LMDB (Lightning Memory-Mapped Database) is a light-weight, high-speed embedded database for key-value data and it uses B+ trees to manage data. LMDB is inspired from Berkeley DB, essentially LMDB is made light-weight by removing and rewriting most of the BDB code. Few features in Berkeley DB like the 2-level locking(deadlocks and overhead avoided) and the additional 2-level caching (DB cache and backend cache in addition to file system cache) have been discarded in LMDB. LMDB is fully transactional and it complies with the ACID properties. The key features of LMDB is that it uses a single-level store, i.e, it uses memory map to store the database, which means that the OS is responsible for managing the pages (like caching frequently uses pages), this also means that the database can be larger than the memory and can grow upto the size of the virtual memory. Given that this embedded database system relinquishes most of the control of what to keep in memory and what to flush to disk, larger than memory databases may not perform well for certain workloads. MVCC concurrency model is enforced using a single writer(serialized) and the copy-on-write semantics to handle writes to the database. Readers don't block writers and writers don't block readers, and since there is single writer to the database there won't be any deadlocks. LMDB encourages read-only memory map, although write maps are supported in fully in-memory databases. LMDB maintains only two versions of data, i.e. once committed all the previous verions are discarded. A free list (another B+ tree apart from the one for the user pages) is maintained to track and reuse freed pages instead of going for new pages everytime, hence keeping the overall size usage optimized.

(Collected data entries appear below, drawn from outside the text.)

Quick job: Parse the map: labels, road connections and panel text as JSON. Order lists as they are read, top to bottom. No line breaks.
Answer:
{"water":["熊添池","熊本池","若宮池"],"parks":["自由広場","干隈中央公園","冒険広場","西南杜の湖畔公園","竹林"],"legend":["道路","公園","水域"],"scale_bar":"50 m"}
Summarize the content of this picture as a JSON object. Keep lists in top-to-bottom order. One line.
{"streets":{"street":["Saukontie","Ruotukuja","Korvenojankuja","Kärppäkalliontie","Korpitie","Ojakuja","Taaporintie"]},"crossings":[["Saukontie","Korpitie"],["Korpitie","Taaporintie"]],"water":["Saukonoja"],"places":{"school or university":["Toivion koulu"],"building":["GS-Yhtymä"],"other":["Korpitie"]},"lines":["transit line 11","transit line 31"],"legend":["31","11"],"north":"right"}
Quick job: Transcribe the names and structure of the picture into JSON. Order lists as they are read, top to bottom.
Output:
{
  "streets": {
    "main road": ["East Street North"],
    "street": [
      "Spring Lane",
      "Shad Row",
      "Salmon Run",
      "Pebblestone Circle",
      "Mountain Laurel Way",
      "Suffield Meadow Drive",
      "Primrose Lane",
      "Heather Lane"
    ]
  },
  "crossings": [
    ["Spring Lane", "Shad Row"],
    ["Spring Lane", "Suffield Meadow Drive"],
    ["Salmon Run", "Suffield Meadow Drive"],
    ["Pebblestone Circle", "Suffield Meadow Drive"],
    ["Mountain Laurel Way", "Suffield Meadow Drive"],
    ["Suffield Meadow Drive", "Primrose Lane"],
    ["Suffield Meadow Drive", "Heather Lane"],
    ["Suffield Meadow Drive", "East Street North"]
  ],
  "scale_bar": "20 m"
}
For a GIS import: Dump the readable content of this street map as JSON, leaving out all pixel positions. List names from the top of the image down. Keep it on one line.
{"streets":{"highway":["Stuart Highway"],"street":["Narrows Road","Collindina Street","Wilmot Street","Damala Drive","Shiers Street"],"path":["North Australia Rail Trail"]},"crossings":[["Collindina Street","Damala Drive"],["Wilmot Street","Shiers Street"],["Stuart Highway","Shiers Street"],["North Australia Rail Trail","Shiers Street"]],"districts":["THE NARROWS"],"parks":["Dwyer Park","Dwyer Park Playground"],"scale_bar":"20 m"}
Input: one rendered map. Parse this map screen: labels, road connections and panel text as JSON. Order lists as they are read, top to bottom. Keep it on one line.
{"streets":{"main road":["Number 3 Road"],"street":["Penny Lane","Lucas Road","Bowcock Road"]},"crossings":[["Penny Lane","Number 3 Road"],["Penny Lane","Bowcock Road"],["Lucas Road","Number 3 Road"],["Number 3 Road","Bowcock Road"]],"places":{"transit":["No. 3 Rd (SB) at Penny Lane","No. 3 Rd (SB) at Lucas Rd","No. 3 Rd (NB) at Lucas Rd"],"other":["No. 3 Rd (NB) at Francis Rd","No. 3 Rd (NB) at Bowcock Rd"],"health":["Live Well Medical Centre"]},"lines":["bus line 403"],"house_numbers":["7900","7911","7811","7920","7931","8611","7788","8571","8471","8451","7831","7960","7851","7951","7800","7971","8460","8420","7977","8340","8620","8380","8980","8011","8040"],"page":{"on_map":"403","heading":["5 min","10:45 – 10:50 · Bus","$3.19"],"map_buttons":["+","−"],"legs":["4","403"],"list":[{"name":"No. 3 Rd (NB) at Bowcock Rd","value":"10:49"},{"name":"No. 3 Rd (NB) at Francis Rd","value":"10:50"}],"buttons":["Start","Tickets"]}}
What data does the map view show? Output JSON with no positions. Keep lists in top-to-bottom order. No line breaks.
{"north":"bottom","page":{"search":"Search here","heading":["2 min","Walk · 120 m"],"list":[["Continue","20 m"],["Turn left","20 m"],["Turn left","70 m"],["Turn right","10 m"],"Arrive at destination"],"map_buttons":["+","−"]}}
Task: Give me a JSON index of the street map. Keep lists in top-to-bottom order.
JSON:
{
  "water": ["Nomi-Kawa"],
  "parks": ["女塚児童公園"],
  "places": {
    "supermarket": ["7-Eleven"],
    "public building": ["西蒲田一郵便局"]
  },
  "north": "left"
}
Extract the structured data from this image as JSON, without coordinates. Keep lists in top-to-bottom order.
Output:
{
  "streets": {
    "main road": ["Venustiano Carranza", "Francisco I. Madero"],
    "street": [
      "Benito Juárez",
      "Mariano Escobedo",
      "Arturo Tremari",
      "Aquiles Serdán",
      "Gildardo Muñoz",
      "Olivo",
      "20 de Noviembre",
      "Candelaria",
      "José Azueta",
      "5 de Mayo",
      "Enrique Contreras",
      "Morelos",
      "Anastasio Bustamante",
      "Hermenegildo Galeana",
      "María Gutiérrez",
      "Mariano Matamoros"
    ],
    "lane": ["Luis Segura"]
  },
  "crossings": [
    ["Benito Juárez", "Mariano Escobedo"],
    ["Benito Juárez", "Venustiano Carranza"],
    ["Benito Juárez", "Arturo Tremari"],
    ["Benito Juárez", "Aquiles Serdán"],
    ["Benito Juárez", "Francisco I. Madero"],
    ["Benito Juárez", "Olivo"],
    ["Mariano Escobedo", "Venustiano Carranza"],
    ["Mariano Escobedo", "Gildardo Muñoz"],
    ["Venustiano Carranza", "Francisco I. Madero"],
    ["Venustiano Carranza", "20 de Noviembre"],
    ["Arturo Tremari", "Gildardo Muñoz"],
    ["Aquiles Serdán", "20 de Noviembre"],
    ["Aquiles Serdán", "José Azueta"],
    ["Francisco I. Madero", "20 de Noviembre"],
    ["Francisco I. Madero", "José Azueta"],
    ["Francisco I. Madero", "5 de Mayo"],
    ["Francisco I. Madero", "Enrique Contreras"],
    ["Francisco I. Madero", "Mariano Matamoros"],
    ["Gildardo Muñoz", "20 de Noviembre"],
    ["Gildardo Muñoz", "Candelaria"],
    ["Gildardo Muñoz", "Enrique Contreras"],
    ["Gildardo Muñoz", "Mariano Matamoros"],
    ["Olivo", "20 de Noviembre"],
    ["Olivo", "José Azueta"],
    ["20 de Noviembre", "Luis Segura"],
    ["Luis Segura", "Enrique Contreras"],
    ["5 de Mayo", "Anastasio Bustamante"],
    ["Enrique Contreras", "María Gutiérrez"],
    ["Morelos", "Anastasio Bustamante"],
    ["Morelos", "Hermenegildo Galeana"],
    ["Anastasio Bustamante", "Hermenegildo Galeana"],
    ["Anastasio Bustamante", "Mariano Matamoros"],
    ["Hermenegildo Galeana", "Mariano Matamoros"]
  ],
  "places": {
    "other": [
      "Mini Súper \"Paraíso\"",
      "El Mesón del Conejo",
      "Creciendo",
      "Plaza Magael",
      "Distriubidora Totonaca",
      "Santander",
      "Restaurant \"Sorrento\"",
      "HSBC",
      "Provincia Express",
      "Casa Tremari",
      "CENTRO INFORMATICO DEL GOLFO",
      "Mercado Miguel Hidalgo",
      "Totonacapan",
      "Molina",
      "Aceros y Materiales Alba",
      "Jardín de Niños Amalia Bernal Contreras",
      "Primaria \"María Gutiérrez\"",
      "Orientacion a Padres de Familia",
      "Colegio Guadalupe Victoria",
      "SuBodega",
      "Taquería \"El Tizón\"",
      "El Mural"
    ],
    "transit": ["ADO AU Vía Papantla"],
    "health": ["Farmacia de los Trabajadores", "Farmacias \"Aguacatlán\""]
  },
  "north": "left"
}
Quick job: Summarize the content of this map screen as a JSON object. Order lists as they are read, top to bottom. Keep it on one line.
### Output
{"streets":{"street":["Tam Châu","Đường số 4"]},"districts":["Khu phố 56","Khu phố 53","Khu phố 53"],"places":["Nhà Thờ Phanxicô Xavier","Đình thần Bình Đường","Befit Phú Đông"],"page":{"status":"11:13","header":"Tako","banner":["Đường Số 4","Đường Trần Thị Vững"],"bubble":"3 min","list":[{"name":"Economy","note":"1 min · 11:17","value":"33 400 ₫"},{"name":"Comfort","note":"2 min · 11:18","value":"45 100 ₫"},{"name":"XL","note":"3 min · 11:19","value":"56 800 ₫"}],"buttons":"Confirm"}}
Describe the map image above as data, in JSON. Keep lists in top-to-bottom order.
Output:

LMDB is currently used in OpenLDAP (Berkeley DB was previously used since 1999). OpenLDAP is an open-source implementation of the Lightweight Directory Access Protocol (LDAP). As mentioned in the description, LMDB was mainly inspired from Berkeley DB, and discards many heavy modules from BDB. The object code size is around 40 KB (which is very light), can comfortably fit into modern CPU caches. The code for LMDB is mainly developed and maintained by the Symas Corporation.
This embedded database is a key-value in the backend, which is stored in the memory-map. The keys are indexed in a B+ tree. LMDB provides transactional guarantees on top of this key-value store. It is not a relational database.
LMDB has no SQL layer but applications can directly access the database using API calls provided by LMDB. API support is not just in C but many wrappers for other languages have been developed by open-source contributors. All key-value store operations can be performed using these API calls.
Locking overhead avoided by using MVCC, readers don't block at all and writers don't block readers. Deleted versions are reclaimed by the free space management module of LMDB (essentially stored into a B+ tree for later use).
They use a memory-map to store the database with copy-on-write semantics, hence no specific storage model but the semantics are left to the operating system. The on-disk representation is similar to the memory representation of the database.
LMDB uses shared-memory model i.e. it handles the memory as a single address space and all the threads access this in parallel. It uses copy-on-write semantics.
LMDB uses a modified design of Append-only B+ Tree and it uses 2 B+ trees : one for maintaining the regular user data pages and one for maintaining the free pages obtained after deletes. LMDB is optimized for short read transactions, long lived read transactions will keep older pages longer in the table and hence blocks write operations. If the workload has too many writes along with long lived read transactions, the performance would be very low.
LMDB uses mmap, hence it reliquishes most of the caching control to the OS. Memory map allows zero-copies for read/write and no additional buffers for the transaction control. Supports larger-than memory databases, it is bounded by the size of the virtual memory since they use a memory map.
There is no query planning or query execution options as this is an embedded database, since we operate at individual key level, the closest we can classify it is under tuple-at-a-time. The user can program custom querying models on top this embeddded database, which can support other query execution options.